**TASK STATEMENT**: In the material below, find each line with the word "Order" and copy it.
'''
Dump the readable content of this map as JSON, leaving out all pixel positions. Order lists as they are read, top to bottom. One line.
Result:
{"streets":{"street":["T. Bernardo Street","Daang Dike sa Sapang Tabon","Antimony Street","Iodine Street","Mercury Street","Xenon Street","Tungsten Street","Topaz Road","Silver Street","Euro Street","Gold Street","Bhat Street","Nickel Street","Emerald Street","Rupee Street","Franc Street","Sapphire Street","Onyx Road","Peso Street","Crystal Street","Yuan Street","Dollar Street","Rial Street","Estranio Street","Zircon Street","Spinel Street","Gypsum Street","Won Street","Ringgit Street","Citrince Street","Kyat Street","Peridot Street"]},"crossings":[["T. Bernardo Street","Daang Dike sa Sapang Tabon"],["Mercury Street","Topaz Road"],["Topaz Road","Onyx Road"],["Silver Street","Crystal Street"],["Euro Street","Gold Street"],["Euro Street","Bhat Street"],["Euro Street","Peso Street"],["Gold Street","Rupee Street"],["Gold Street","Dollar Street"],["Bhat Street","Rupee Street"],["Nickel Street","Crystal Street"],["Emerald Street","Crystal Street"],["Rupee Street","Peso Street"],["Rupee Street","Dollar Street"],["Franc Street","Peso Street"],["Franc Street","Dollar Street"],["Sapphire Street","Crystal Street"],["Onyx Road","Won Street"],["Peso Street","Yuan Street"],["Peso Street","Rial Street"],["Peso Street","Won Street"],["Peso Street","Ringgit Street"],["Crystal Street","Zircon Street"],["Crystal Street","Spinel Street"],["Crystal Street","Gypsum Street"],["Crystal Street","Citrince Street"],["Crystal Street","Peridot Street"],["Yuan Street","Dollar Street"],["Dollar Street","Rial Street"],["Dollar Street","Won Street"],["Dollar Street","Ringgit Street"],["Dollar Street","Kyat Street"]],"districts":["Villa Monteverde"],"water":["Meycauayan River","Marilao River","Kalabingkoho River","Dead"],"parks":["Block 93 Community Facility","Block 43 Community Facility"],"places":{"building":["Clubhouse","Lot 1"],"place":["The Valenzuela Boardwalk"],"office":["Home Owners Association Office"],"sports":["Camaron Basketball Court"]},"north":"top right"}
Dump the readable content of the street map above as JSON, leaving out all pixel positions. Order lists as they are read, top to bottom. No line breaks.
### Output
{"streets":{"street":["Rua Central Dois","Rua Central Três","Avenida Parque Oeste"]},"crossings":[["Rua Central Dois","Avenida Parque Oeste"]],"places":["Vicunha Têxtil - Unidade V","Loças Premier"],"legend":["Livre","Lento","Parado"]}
'''
**EXERCISE RESPONSE**:
Dump the readable content of this map as JSON, leaving out all pixel positions. Order lists as they are read, top to bottom. One line.
Dump the readable content of the street map above as JSON, leaving out all pixel positions. Order lists as they are read, top to bottom. No line breaks.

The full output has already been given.